Scalability / Resiliency — Practical steps beyond what we learnt in books

4 min readApr 16, 2022

I wrote some blogs on Performance. I have also seen and read many excellent articles in Resiliency, Availability, Scalability. I won’t talk about them as they are readily available in different breadth and depth in some great websites. In this article, I will talk about my learning on the job. I will share some tips / steps which are extremely important while planning to support scalability and resiliency of an application. Let’s get into it.

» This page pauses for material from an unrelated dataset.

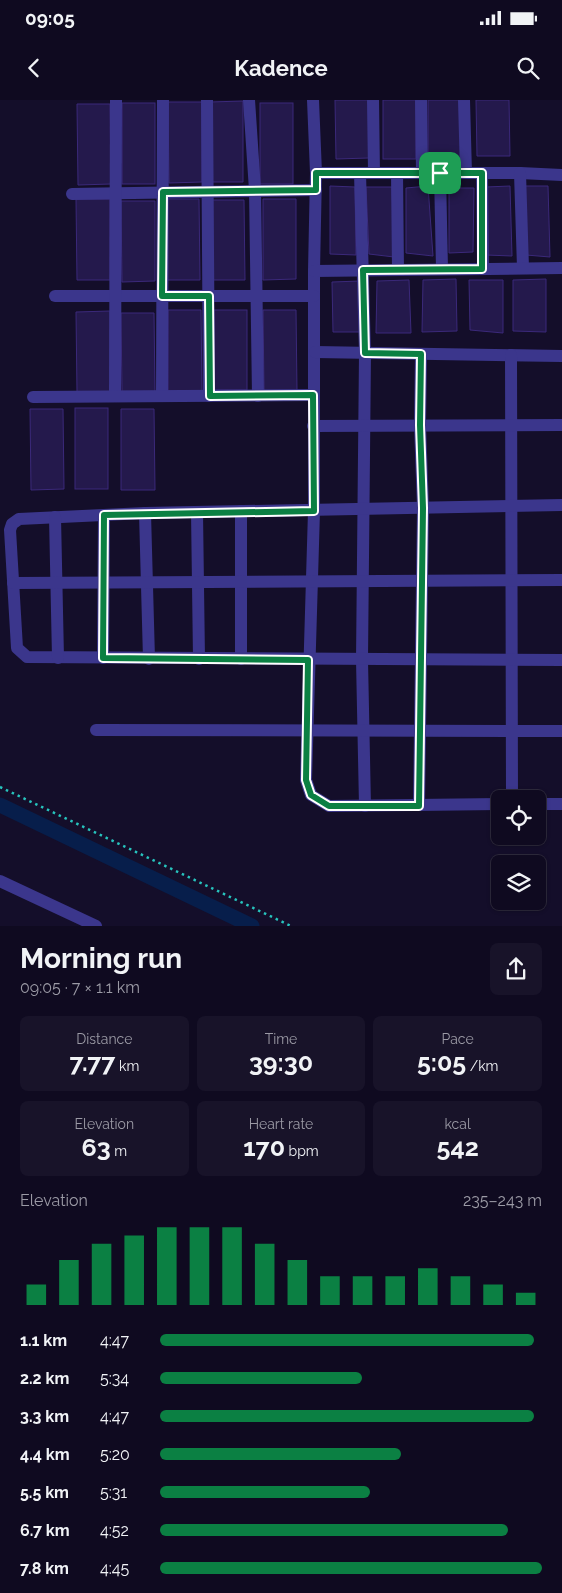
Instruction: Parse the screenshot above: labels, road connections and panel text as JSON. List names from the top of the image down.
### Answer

Few Ground rules for Digital Transformation

Do not hurry — a) move small things, b) then measure the reliability metrics, c) fix any issues, d) remeasure it, e) Move the next item
What’s is reliability metrics?
* The application Performs the functions as expected [ Measure Current and Modified (Transformed) version for each user requests through anomaly metrics]
* It’s performance is good enough for the required use case, under the expected load and data volume
* The System prevents any unauthorised access i.e. your authentication / authorization engine also should be migrated or stay on premise but ensure it’s managed right
* Last but not least, make the application fault tolerant from user faults or system fault

The things that can go wrong is called fault, and the systems that anticipate faults and can cope with are called fault-tolerant or resilient. Although making a zero fault system may not be practically possible but during design engineers should identify all the possible faults and the possible self-heal or fallbacks

3. Design your Storage and Database — While migrating two key parameters are performance and cost and balance between them. check the below links before choosing the right solution -

https://aws.amazon.com/startups/start-building/how-to-choose-a-database/

https://aws.amazon.com/products/storage/

4. Choose how can you migrate your application code. Check the below link

Guide to Application Digital Transformation in Cloud & On-Premise — Part 3 (Technical Solution)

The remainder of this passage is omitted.